Not meaning to rain on the Orion/peak parade and I am glad they jumped into the li-po world to get the attention from the racing sanctioning bodies to move towards approval of li-pos in racing, but the plastic case is way over kill and adds to the cost of them when we have been using Thunder Power TP8000-2S4P li-pos that fit right into the battery tray, weighes close to 5 ozs less than a 6 cell nickel pack, has the same or little more voltage than the 6 cell nickel pack with 8000 mahs of runtime and can be found at some LHS for around $160. It does not have the plastic box around it, but it does have heavy duty heat shrink and the battery trays in our stadium trucks do a fine job of protecting the battery we have been competitively racing now close to 2 years with no accidents and with around 30 1/10th stadium truck racers now owning them in the Carolinas.

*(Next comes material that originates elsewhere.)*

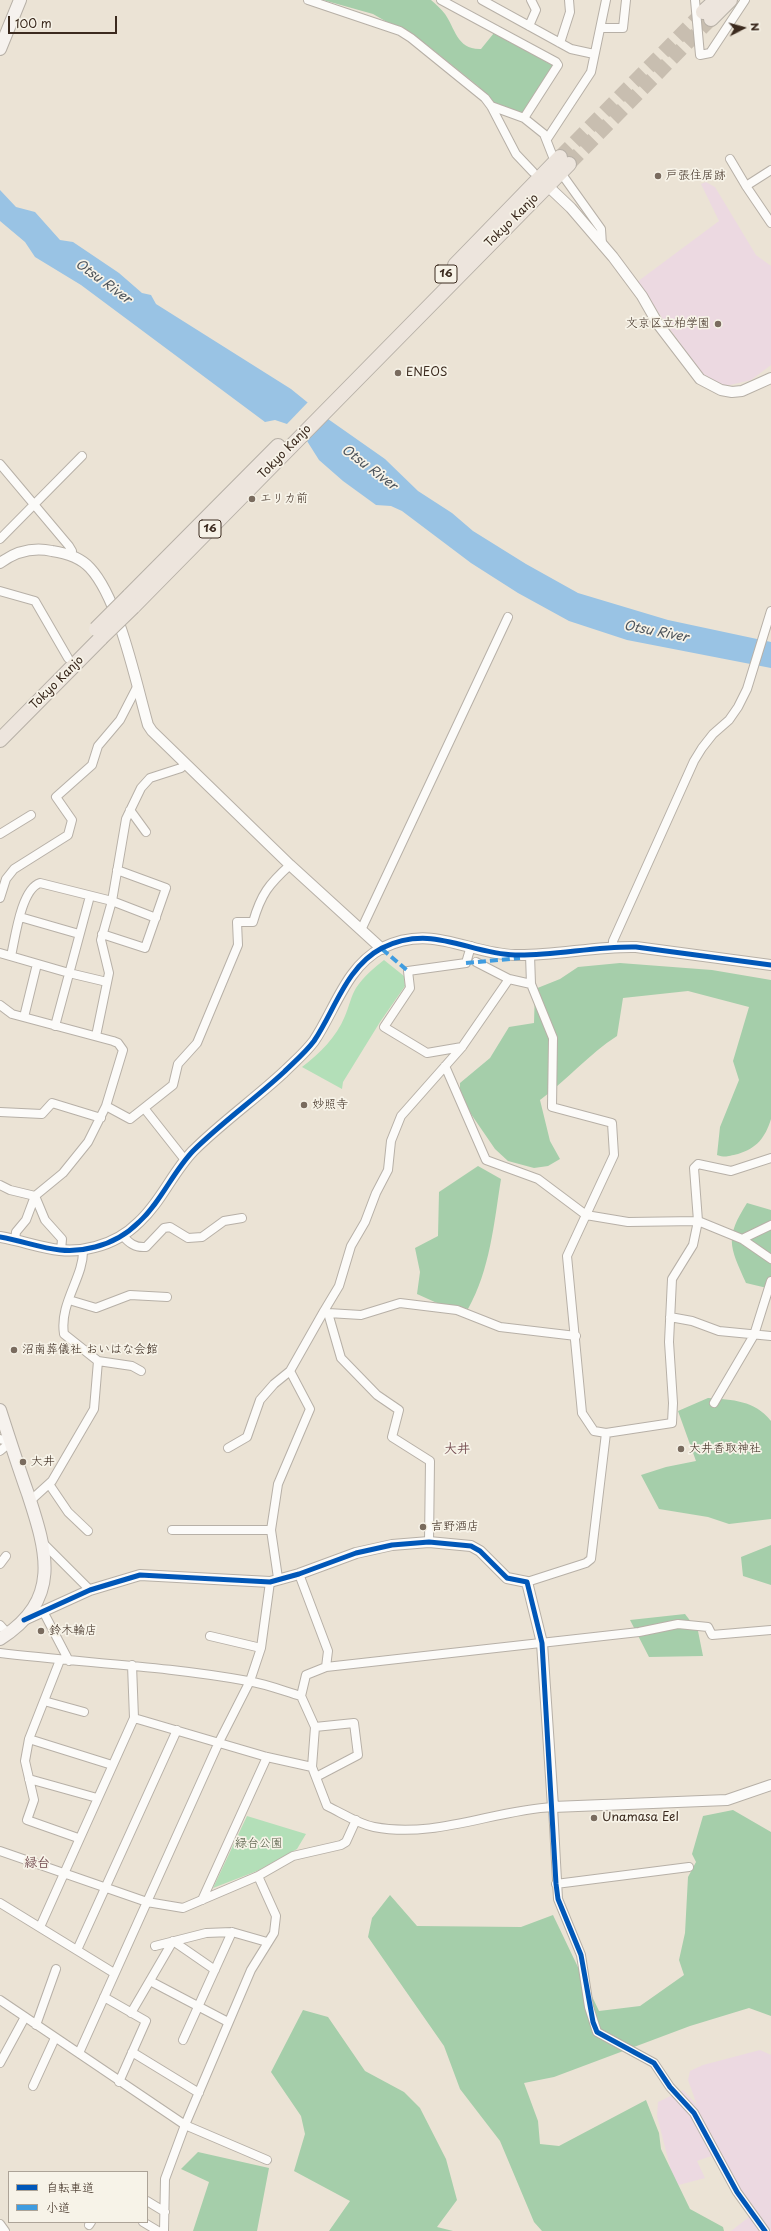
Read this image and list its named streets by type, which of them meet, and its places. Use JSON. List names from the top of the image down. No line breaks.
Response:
{"streets":{"highway":["Tokyo Kanjo","16"]},"districts":["大井","緑台"],"water":["Otsu River"],"parks":["緑台公園"],"places":["戸張住居跡","文京区立柏学園","ENEOS","エリカ前","妙照寺","沼南葬儀社 おいはな会館","大井香取神社","大井","吉野酒店","鈴木輪店","Unamasa Eel"],"legend":["自転車道","小道"],"scale_bar":"100 m","north":"right"}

Again, I appreciate what Orion and Peak have done by jumping in to li-pos and it will help all of us li-po fans in the long run!!!

PS. I am not affiliated or sponsored by Thunder Power, but they do have a great customer service that if there is a problem they either replace it for free or if it is an older li-po version or a customer related problem they will replace for half cost of retail that I have even had them do to just upgrade from older versions to newer versions with no problem.


----------



## garyrcdoc (Oct 15, 2005)

*The packs I bought from PureHobby*

*Woodytx* 

I am very sorry that I didn't get back to you on the pack / product number. I jjust didn't get back on the internet to this site for a couple of days.

I bought the PQ2S - 2600N packs and checked just a few minutes ago and they are not sold out.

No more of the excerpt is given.